_Collected data entries_:

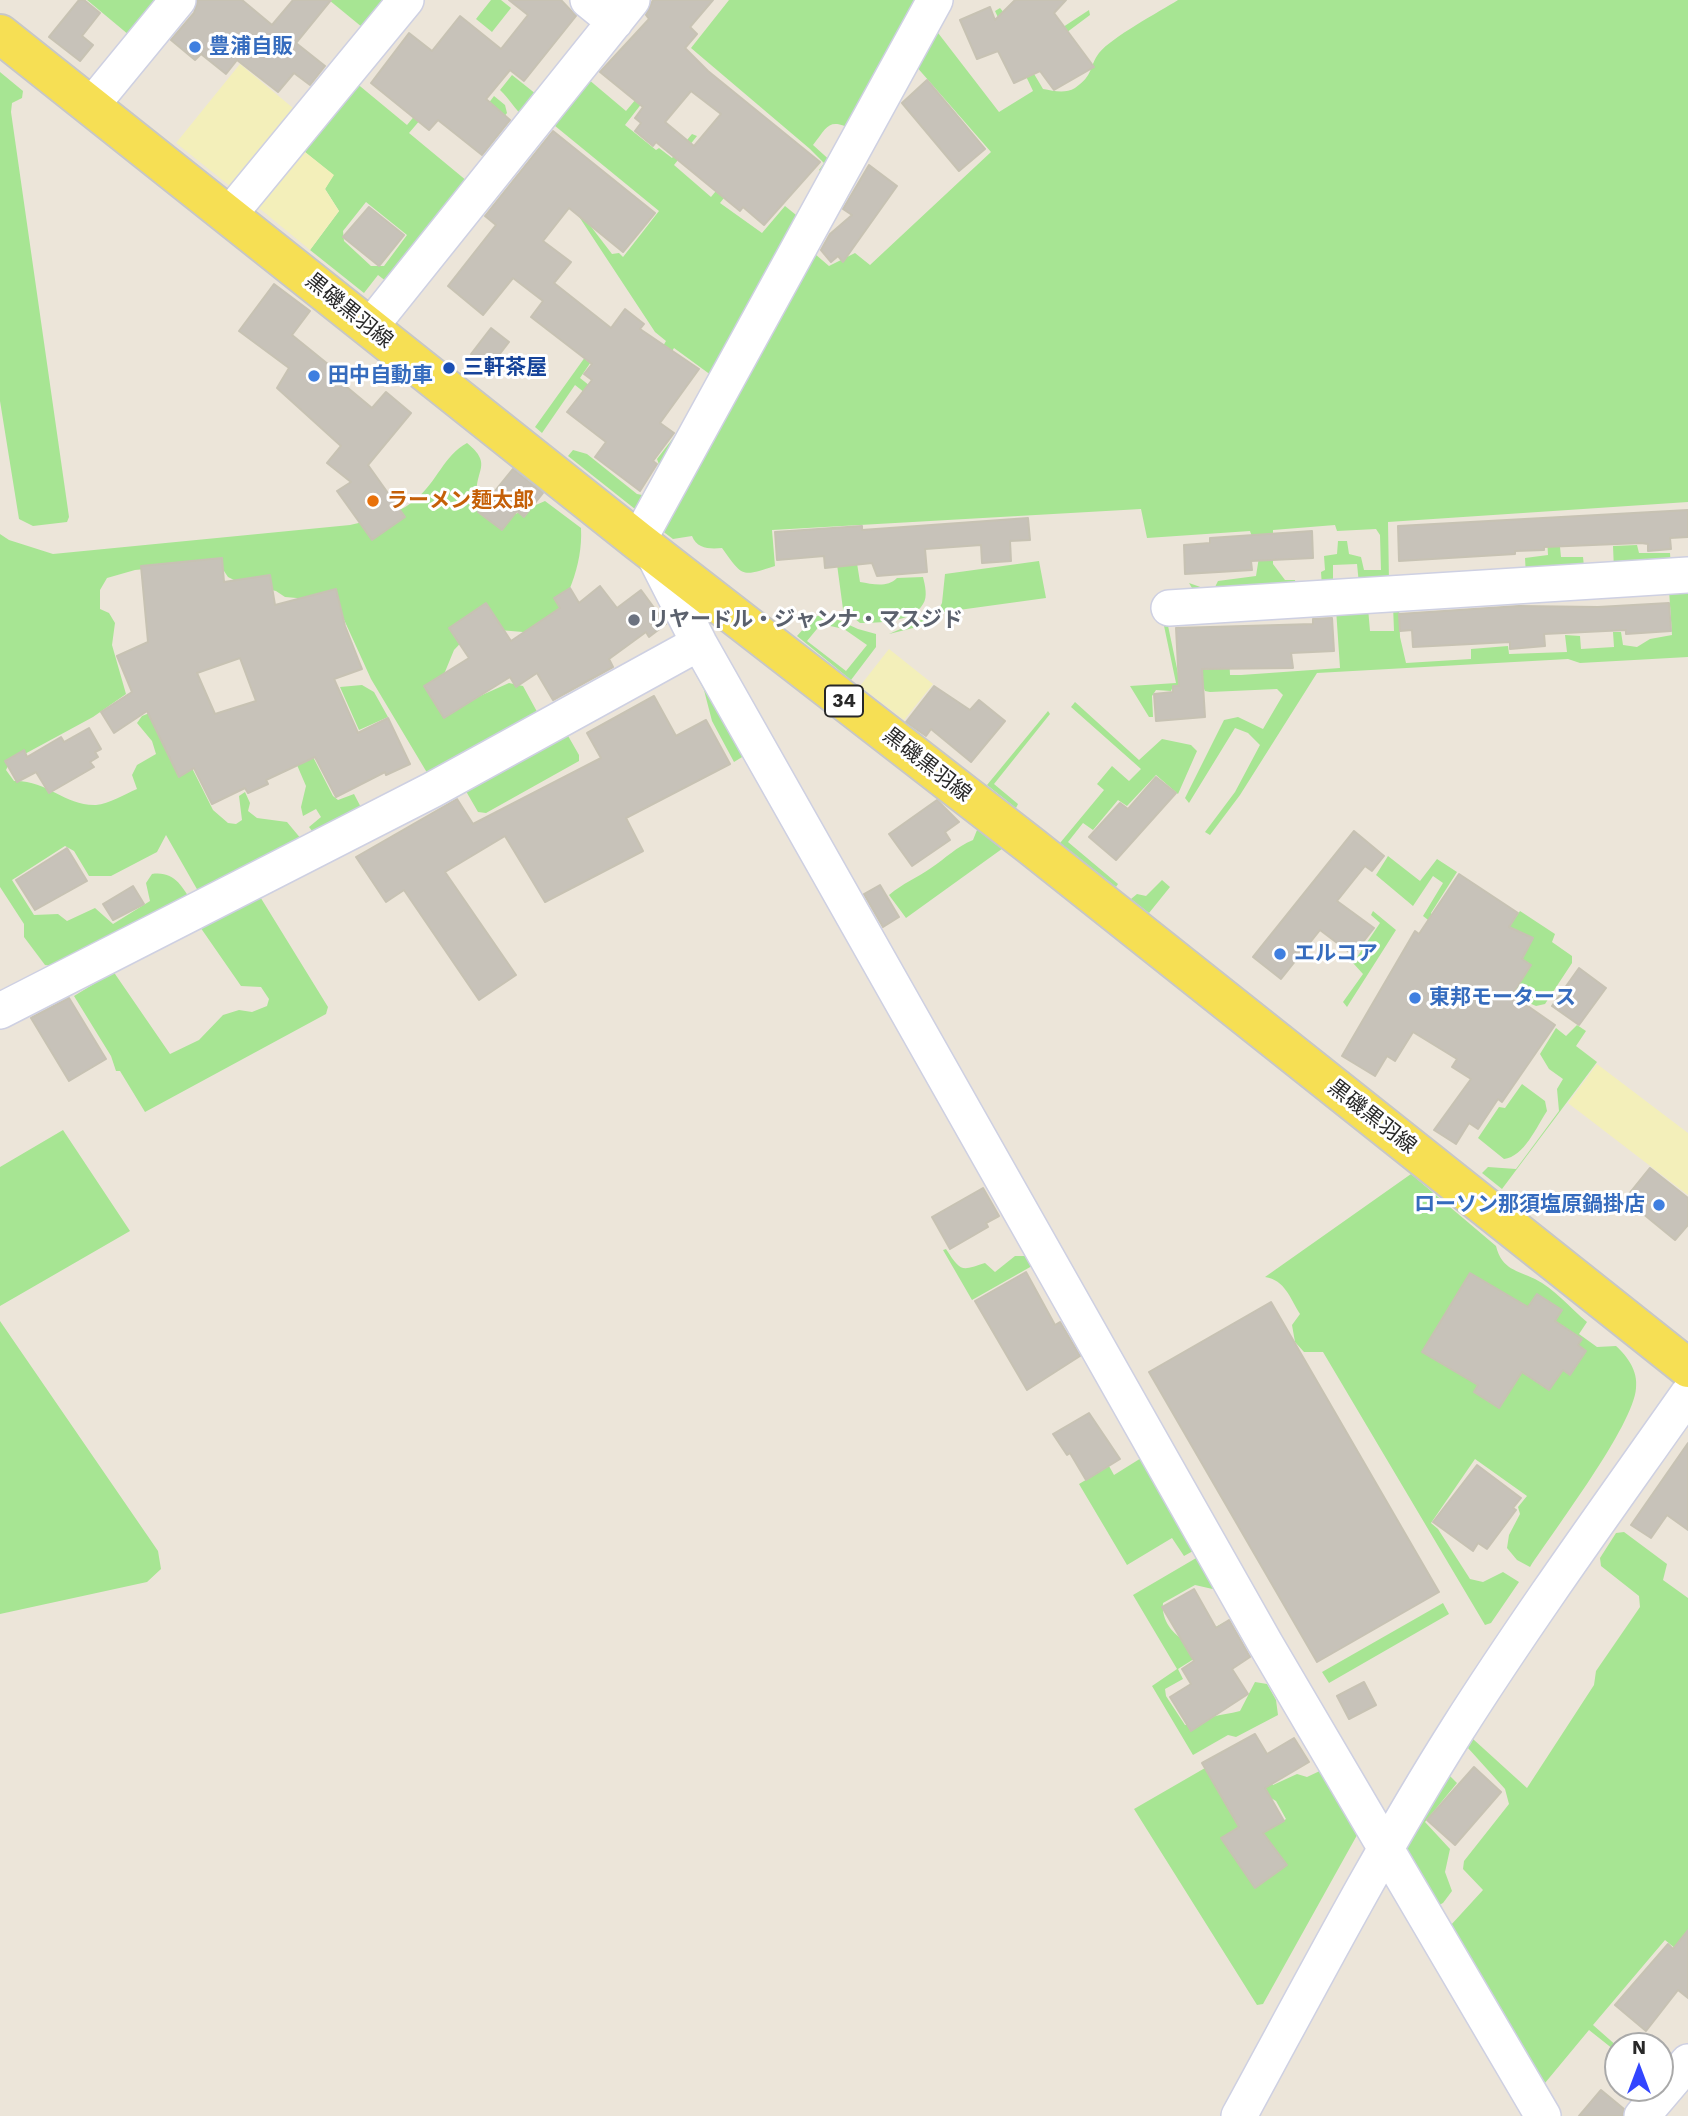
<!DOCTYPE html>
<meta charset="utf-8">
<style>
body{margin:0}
#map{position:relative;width:1688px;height:2116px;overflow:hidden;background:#ece5d9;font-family:"Work Sans",sans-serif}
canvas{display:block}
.north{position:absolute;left:1604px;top:2032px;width:70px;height:70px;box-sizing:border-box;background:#fff;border:2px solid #a9a9a9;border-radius:50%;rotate:0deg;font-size:19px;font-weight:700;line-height:28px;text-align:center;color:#282828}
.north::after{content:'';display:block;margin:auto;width:24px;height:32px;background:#3346ff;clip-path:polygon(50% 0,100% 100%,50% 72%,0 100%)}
</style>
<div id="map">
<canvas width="1688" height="2116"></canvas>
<div class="north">N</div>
</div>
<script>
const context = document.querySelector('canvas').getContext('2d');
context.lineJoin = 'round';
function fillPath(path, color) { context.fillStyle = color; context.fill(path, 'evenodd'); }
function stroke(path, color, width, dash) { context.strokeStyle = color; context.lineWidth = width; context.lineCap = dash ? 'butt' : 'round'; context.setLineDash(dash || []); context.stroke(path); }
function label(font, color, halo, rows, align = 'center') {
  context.font = font + ' "Work Sans","Noto Sans JP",sans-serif'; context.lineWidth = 6; context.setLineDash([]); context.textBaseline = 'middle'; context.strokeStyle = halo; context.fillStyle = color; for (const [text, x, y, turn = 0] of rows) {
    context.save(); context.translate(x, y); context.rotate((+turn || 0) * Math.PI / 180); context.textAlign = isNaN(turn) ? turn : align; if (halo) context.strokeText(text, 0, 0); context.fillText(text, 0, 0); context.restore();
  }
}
fillPath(new Path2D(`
 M87,0H167L135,40Z
 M329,0H394L368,32Z
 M491,0H501L511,8L492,32L476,19Z
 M729,0H925L852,129C828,118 828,126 813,145L834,164L827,177L819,170L824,163L810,149L691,48Z
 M1178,0H1688V502L1388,522L1389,582L1359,584L1357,564L1333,565V586L1322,587L1321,572L1325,570L1324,556L1337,554L1338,541H1347L1349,554L1361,557L1364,570H1381L1380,535L1376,529L1337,531L1335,525L1273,530V564L1285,580H1295L1296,587L1195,593L1189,583L1206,589L1215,587L1218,581L1256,576L1259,557L1250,531L1147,538L1141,509L772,530L775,566C741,577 743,577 722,548C710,549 697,549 692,536L673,539L661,530L815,254L829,266L855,253L870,265L991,152L915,65L935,29L999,112L1033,91L995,11L1000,8L1010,20L1054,33L1089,10L1090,15L1027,62L1043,89C1054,91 1065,94 1075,88C1094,75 1089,66 1099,53C1112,37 1159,12 1178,0Z
 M448,63L461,74L451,86L482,112L494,96L505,105L507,113L493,131L444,92L409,133L473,186L391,285L378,275L364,293L310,250L339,211L325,189L333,175L300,148L355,82L407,125L436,90L430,84ZM366,202L407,235L384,266H371L344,241L343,231Z
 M0,72L23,91L22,98L12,103L11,112L69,517L67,522L33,526L19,519L0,401Z
 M512,75L541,98L525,118C514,109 510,99 500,90Z
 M588,79L626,111L641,93L646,98L625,125L656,150L659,148L672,158L692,134L697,136L674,165L711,197L733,170L745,171L720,203L762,233L785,206L801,219L715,378L674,348L647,394L638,388L666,341L655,332L574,209L579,211L612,254L619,253L623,257L659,211L549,121Z
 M593,346L599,350L580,378L614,405L609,412L575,385L542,433L535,427Z
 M674,437L680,441L640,513L568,456L573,450L587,454L637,494L642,495L661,470L657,459Z
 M467,443C494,465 474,470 477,497L506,518L545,501L581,528C583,567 566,601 547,634L475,628L454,650L440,684L453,708L509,683L523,686L541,719L429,776L371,679L341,613L320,600L285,597L276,591L238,582L228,577L218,562L135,570L107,578L100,590V609L109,613L115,623L112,645L126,694L93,717L10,762L6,770L14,781C47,780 65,806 96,805C109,804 125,794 137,789L132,775L137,765L156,754L152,741L137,723L142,716L162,708L213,810L228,823L236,824L242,820L239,796L245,792L250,803L248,811L257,818L287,822L307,846L202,898L166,835L157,852L111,876H89L74,851L65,846L12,880L34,915L58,914L67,921L95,908L113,924L150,901L146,883L152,874C175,871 181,886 193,903L53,966L45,965L24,937V924L0,887V534L9,540L53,554L350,525C373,520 398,515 416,499C437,482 444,455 467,443Z
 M1558,527L1561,557H1583L1584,566L1526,576L1525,558L1548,555L1547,538Z
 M1637,545L1639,553H1670L1671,568L1634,570L1632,560L1619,561V572L1614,570L1613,546Z
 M836,557H856L860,582C873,584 887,588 897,578L923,577C925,585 928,597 923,604C913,622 878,623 860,623L843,609Z
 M1039,561L1046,598L937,613L933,623L889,634L937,613L942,603L945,574Z
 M1688,589V657L1580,663L1568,659L1317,673L1240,795L1210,835L1205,832L1235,792L1260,745L1248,733L1235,728L1189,803L1185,798L1224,720L1238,717L1263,729L1283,695L1277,689L1210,692L1205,691L1202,684L1173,686L1171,691L1156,690L1152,696L1153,717H1149L1130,686L1176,683L1163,621H1167L1179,678L1191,671L1219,668L1229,652L1230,675H1241L1340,668L1336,609L1368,608L1370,631H1394L1393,605H1399L1400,637L1406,663L1471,659V649L1508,646L1509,654L1567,652L1565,635L1580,636L1581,649L1614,647L1613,632H1621L1623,645L1637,647L1650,639L1672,635L1669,590Z
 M825,614L858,629L876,634V647L851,680L797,636L814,617ZM821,624L844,629L867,645L846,671L807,641Z
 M689,662L696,663L747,754L734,762L712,721L704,690Z
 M362,685L374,692L388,717L359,730L340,687Z
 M1075,702L1139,760L1162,739L1191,745L1197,751L1178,794L1156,775L1127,806L1118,800L1093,830L1083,823L1068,842L1118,884L1116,887L1060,843L1104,790L1097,784L1112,766L1129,781L1141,769L1071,707Z
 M1048,711L1050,714L994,784L1018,804L1016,808L987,785Z
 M282,730L313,757L333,796L338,800L354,794L366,817L319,840L309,827L321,817L316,809L303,816L301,807L306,786Z
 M567,734L579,755V761L486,813L478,812L463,786Z
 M979,825L1006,846L906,918L889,895C903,883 917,878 931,868C946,858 956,847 973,840Z
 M1388,856L1420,881L1437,859L1457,872L1431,913L1436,926L1423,916L1443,883L1433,876L1413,906L1376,875Z
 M1162,880L1170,887L1149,913L1131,899L1137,894L1146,896Z
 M259,895L328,1007L326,1014L145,1112L120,1071H116L111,1056L74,996L97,982L103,968ZM198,924L241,986L261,987L269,999L267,1006L252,1012L239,1010L223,1015L199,1040L170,1054L113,971Z
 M1373,911L1396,930L1347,1007L1343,1002L1363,974L1353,963L1380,923L1371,915Z
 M1520,911L1555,934L1552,942L1572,956V963L1545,1004L1536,1006L1511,995L1506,931Z
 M1577,1025L1586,1031L1576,1046L1597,1062L1502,1189L1482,1173L1488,1167L1516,1169L1559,1111L1557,1089L1563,1079L1549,1069L1540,1054L1556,1028L1566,1036Z
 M1522,1084L1545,1101L1547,1111C1537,1126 1524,1157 1504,1159L1478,1138L1499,1107L1505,1108Z
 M63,1130L130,1231L0,1306V1167Z
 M1411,1174L1496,1246C1502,1270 1517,1270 1535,1279C1554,1288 1571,1309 1587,1322L1579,1334L1597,1347L1616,1346C1628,1357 1638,1371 1636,1388C1634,1425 1554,1530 1530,1567L1517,1560L1507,1548L1509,1535L1520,1514L1518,1507L1527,1496L1475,1459L1431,1523L1438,1529L1470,1579L1483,1582L1503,1572L1519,1582L1491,1623L1485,1625L1323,1352H1304L1295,1342L1292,1325L1300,1314C1290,1298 1285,1280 1265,1277Z
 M946,1249C961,1272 961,1271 985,1263L995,1272L1015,1256H1030L1032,1266L972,1300L943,1250Z
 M0,1321L158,1551L161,1569L147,1582L0,1614Z
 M1146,1455L1193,1551L1184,1556L1172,1538L1127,1565L1079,1484L1109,1466L1114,1475Z
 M1624,1532L1667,1564L1663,1580L1688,1598V1959L1665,1940L1593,2025L1618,2047V2053L1589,2030L1545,2083H1535L1450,1926L1483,1890L1463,1869L1464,1861L1509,1804L1505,1789L1468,1748L1473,1739L1527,1788L1594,1685L1596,1671L1640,1607L1639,1596L1601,1566L1600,1558L1616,1533Z
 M1203,1554L1217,1590L1195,1585L1163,1603C1161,1620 1173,1635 1187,1642L1225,1622L1235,1633L1178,1669L1183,1679L1165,1689L1166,1696L1185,1725C1196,1724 1201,1720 1212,1717C1221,1714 1230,1714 1240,1711L1255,1682L1267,1684L1276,1700L1278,1715L1236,1737L1228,1735L1193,1755L1152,1686L1177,1669L1133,1595Z
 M1443,1603L1449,1614L1329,1683L1322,1672Z
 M1205,1768L1248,1842L1286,1819L1276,1801L1254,1788L1269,1779L1273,1785L1297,1774L1307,1777L1324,1769L1361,1828L1263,2004L1257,2005L1134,1809Z
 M1446,1772L1457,1783L1425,1822L1450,1849L1445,1872L1452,1891L1443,1903L1433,1908L1403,1844Z`), '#a7e593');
fillPath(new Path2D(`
 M240,64L299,113L236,191L176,143Z
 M300,148L334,175L325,189L339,211L310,250L254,204Z
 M889,649L933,684L904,720L860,686Z
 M1597,1064L1688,1133V1195L1568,1103Z`), '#f3efba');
const building = new Path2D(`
 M79,0H84L100,13L82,36L93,45L80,61L49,37Z
 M198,0H242L272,25L293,0H331L296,43L325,66L310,85L294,73L278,92L237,60L226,74L201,54L195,60L171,40L194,13Z
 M509,0H561L576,16L524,81L510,70L486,99L510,120L482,155L438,120L429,130L371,83L409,33L432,51L460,16L501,49L528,15Z
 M653,0H713L690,27L697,34L685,48L708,71L820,162L764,225L743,207L740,211L656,142L653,146L635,131L641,123L635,118L643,107L600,72L649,19L646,15ZM691,91L721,114L694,146L665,122Z
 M1015,0H1066L1054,13L1094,67L1054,90L1040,71L1014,83L998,51L977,59L960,20L990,7L995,20Z
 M927,80L985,149L959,171L902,103Z
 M553,131L655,213L623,252L569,208L543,241L571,262L554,283L611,328L625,309L644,324L640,329L699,369L660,423L674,433L653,461L657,464L640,491L595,457L606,442L567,412L592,380L584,374L592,364L531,317L543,301L513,278L483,315L448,286L496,225L485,216Z
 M869,165L897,186L843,262L838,256L831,262L821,250L830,234L852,215L843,209Z
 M369,207L404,235L379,266L343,237Z
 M274,284L310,311L292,335L334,369L330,373L372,408L386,392L411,413L368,465L405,517L372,540L337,491L351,482L327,463L341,446L277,388L289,368L239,331Z
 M491,328L509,342L489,368L471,354Z
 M513,469L543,493L524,517L517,511L502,530L478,512Z
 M1688,510V537L1670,538L1671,549L1648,551V544L1641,543L1544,547V550L1515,551V554L1399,561L1398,526Z
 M1028,518L1030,540L1010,541L1011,561L982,563L981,545L925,549L927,572L877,576L872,563L825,568L824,556L777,560L775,532L862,526V530Z
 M1312,531L1313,558L1251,561L1252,570L1185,574L1184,545L1210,543V538Z
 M222,558L224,582L270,575L275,605L336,589L345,626L362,669L334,679L358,733L388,718L410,764L386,775L385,772L336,797L315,757L266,780L268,784L248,793L245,788L212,804L194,768L179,777L147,711L114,733L101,712L132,692L117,656L148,642L141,566ZM240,658L256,701L215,714L197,673Z
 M600,586L617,608L641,590L666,624L649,637L646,632L609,659L613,667L553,700L537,673L516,687L510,677L444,718L424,686L469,658L449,628L486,603L511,641L560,608L554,598L570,588L579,603Z
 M1669,603L1671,631L1626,634V630L1544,634L1545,646L1510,649V642L1413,647L1412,630L1400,631L1399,614L1519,606L1598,607Z
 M1332,618L1334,651L1291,653L1293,668L1202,669L1205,717L1156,721L1154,694L1173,692V686H1179L1176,628L1313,624V619Z
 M934,686L970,710L979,700L1005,721L971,762L931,729L926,736L906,722Z
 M654,696L676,736L706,720L730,764L626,818L643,851L545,902L505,836L445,872L516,975L479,1000L404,890L386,902L356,857L457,799L473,824L601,758L587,733Z
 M89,728L101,749L95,752L98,757L90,762L94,767L49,793L36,772L17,782L5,761L24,750L27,757L61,737L64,742Z
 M1156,777L1176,793L1116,860L1089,837L1120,803L1128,809Z
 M937,800L959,822L945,832L950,840L912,866L889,834Z
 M1354,831L1384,856L1372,871L1365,866L1337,901L1374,928L1353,955L1320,930L1281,979L1253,957Z
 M67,848L87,881L35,910L16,880Z
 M1459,874L1518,913L1509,927L1533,938L1522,959L1531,965L1512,995L1555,1025L1502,1102L1498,1099L1478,1129L1469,1123L1456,1144L1434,1130L1471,1079L1452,1067L1457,1059L1413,1032L1395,1061L1387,1056L1375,1076L1342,1056L1415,931L1419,934Z
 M880,885L899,917L883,927L864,894Z
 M133,886L144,904L113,920L103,904Z
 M1579,968L1606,988L1579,1025L1552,1006Z
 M69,998L106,1059L69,1081L31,1018Z
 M1650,1168L1688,1198V1225L1675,1240L1625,1199Z
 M983,1188L999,1216L986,1223L988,1227L950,1249L932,1217Z
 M1026,1272L1055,1325L1060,1322L1080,1356L1027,1390L975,1301Z
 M1470,1273L1528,1307L1537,1294L1562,1310L1555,1321L1582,1339L1578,1345L1586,1351L1570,1375L1563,1370L1549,1390L1522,1372L1499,1408L1474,1392L1478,1385L1422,1352Z
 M1271,1302L1439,1592L1317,1662L1149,1372Z
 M1089,1413L1120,1459L1086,1480L1070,1453L1067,1455L1053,1434Z
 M1688,1443V1530L1667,1515L1651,1538L1631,1525Z
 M1477,1465L1521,1498L1513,1508L1516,1510L1487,1549L1478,1543L1473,1551L1433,1522Z
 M1194,1589L1216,1628L1229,1620L1250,1657L1232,1669L1248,1694L1191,1731L1170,1697L1191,1684L1182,1669L1194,1661L1162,1607Z
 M1364,1682L1376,1705L1349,1719L1337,1696Z
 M1255,1734L1267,1754L1294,1738L1309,1762L1265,1788L1284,1821L1263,1833L1287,1865L1255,1888L1221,1838L1239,1827L1202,1763Z
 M1474,1767L1501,1792L1455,1845L1427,1820Z
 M1688,1930V1998L1678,1990L1646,2031L1615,2005L1668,1944L1673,1949Z
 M1601,2090L1624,2109L1622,2116H1579Z`);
fillPath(building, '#c7c2b9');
stroke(building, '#c7c2b3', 2);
const minor = new Path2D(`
 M588,0L615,22
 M91,106L178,0
 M229,215L406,0
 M370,327L632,0
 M638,541L935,0
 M653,553L699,643L1265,1643L1543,2116
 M1169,608L1688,575
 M0,1011L432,790L699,643
 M1239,2116C1310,1986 1378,1855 1457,1730C1530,1615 1610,1505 1688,1394
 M1642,2116L1688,2062`);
const major = new Path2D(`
 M0,34L638,541L1030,845L1688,1368`);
stroke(minor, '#ced0e2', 38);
stroke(major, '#c7c7c7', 42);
stroke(minor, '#fff', 35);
stroke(major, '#f6df54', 38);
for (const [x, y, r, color] of [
 [195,47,7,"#3f7fe0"],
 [449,368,7,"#1a4fb4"],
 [314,376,7,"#3f7fe0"],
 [373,501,7,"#e8710a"],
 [634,620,7,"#6b7280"],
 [1280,954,7,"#3f7fe0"],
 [1415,998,7,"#3f7fe0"],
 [1659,1205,7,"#3f7fe0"]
]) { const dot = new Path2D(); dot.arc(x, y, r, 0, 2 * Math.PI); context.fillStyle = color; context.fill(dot); stroke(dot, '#fff', 2.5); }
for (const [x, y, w] of [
 [844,701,38]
]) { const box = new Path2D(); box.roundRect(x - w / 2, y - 15.5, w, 31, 5); context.fillStyle = '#fff'; context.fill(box); stroke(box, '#282828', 2); }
label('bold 19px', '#282828', null, [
 ["34",844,701]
]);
label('bold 21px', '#366cbe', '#fff', [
 ["豊浦自販",209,47],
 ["田中自動車",328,376],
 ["エルコア",1294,954],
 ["東邦モータース",1429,998],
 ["ローソン那須塩原鍋掛店",1645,1205,"right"]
], 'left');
label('21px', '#282828', '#fff', [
 ["黒磯黒羽線",349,311,39],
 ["黒磯黒羽線",927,765,38],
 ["黒磯黒羽線",1372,1117,38]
]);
label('bold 21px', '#164399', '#fff', [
 ["三軒茶屋",463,368]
], 'left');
label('bold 21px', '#c56008', '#fff', [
 ["ラーメン麺太郎",387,501]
], 'left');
label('bold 21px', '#5b616d', '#fff', [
 ["リヤードル・ジャンナ・マスジド",648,620]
], 'left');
</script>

_Task prompt_:
Return the number of lines in the records holding the string "setLineDash", without any other words.

_Completed exercise_:
2